**Work request:**
Report only how many lines of the records contain the word "Seyfi".
◆ ◆ ◆
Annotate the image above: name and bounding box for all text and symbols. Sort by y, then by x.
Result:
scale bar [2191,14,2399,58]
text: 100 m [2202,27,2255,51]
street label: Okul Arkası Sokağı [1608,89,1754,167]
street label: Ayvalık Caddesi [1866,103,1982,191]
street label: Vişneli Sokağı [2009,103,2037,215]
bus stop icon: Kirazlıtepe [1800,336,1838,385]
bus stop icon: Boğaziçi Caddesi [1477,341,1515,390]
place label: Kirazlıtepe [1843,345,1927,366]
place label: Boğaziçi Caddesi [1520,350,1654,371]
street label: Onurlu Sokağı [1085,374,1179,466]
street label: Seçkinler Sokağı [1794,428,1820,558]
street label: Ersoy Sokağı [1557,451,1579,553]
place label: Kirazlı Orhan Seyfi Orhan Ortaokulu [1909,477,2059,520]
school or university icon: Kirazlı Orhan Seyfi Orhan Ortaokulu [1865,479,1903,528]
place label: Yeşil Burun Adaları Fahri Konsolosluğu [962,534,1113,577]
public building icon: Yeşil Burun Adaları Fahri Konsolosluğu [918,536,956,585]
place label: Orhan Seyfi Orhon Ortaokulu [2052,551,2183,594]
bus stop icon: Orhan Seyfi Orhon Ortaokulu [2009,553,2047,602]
◆ ◆ ◆
**Solution to this problem:**
4